> THE PROBLEM
Repeat the listing below verbatim, without its images.

> INFORMATION SUPPLIED
==============================
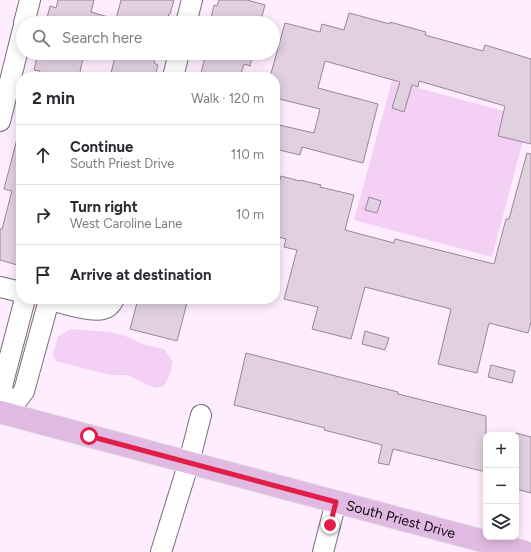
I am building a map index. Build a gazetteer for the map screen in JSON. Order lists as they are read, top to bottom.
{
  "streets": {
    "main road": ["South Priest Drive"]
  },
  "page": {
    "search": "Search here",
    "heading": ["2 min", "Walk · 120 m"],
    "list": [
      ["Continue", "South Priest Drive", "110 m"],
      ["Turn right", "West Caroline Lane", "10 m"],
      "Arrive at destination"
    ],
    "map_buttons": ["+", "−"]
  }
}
==============================
> ANSWER SECTION
I am building a map index. Build a gazetteer for the map screen in JSON. Order lists as they are read, top to bottom.
{
  "streets": {
    "main road": ["South Priest Drive"]
  },
  "page": {
    "search": "Search here",
    "heading": ["2 min", "Walk · 120 m"],
    "list": [
      ["Continue", "South Priest Drive", "110 m"],
      ["Turn right", "West Caroline Lane", "10 m"],
      "Arrive at destination"
    ],
    "map_buttons": ["+", "−"]
  }
}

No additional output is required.